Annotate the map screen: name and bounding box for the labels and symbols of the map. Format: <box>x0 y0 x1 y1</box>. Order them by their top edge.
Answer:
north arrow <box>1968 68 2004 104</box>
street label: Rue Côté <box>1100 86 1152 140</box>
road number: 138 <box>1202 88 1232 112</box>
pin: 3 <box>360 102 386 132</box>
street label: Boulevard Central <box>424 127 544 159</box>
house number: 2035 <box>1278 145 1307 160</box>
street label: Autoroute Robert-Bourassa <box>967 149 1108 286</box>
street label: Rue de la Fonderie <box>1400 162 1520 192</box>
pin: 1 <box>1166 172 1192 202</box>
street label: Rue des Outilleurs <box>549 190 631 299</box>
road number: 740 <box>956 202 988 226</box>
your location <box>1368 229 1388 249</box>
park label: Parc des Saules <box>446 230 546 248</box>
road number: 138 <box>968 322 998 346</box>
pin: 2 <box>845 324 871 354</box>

______

What you have to do: Please retype all of the data above exactly as written.

Task response:
Annotate the map screen: name and bounding box for the labels and symbols of the map. Format: <box>x0 y0 x1 y1</box>. Order them by their top edge.
Answer:
north arrow <box>1968 68 2004 104</box>
street label: Rue Côté <box>1100 86 1152 140</box>
road number: 138 <box>1202 88 1232 112</box>
pin: 3 <box>360 102 386 132</box>
street label: Boulevard Central <box>424 127 544 159</box>
house number: 2035 <box>1278 145 1307 160</box>
street label: Autoroute Robert-Bourassa <box>967 149 1108 286</box>
street label: Rue de la Fonderie <box>1400 162 1520 192</box>
pin: 1 <box>1166 172 1192 202</box>
street label: Rue des Outilleurs <box>549 190 631 299</box>
road number: 740 <box>956 202 988 226</box>
your location <box>1368 229 1388 249</box>
park label: Parc des Saules <box>446 230 546 248</box>
road number: 138 <box>968 322 998 346</box>
pin: 2 <box>845 324 871 354</box>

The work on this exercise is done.